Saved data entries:
⟨

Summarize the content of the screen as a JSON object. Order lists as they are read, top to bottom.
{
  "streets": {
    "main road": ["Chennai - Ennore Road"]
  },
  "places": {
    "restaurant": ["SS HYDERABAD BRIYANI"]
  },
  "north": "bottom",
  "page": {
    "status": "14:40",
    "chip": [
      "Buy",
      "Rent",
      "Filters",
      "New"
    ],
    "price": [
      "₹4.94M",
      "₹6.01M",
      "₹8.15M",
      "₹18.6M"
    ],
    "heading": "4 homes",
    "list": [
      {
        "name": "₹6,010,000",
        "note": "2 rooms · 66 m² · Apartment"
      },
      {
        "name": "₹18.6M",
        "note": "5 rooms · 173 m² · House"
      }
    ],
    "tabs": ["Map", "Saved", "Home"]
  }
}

⟩

What this task involves: Each line of the records should be repeated exactly as it stands.

Response below:
Summarize the content of the screen as a JSON object. Order lists as they are read, top to bottom.
{
  "streets": {
    "main road": ["Chennai - Ennore Road"]
  },
  "places": {
    "restaurant": ["SS HYDERABAD BRIYANI"]
  },
  "north": "bottom",
  "page": {
    "status": "14:40",
    "chip": [
      "Buy",
      "Rent",
      "Filters",
      "New"
    ],
    "price": [
      "₹4.94M",
      "₹6.01M",
      "₹8.15M",
      "₹18.6M"
    ],
    "heading": "4 homes",
    "list": [
      {
        "name": "₹6,010,000",
        "note": "2 rooms · 66 m² · Apartment"
      },
      {
        "name": "₹18.6M",
        "note": "5 rooms · 173 m² · House"
      }
    ],
    "tabs": ["Map", "Saved", "Home"]
  }
}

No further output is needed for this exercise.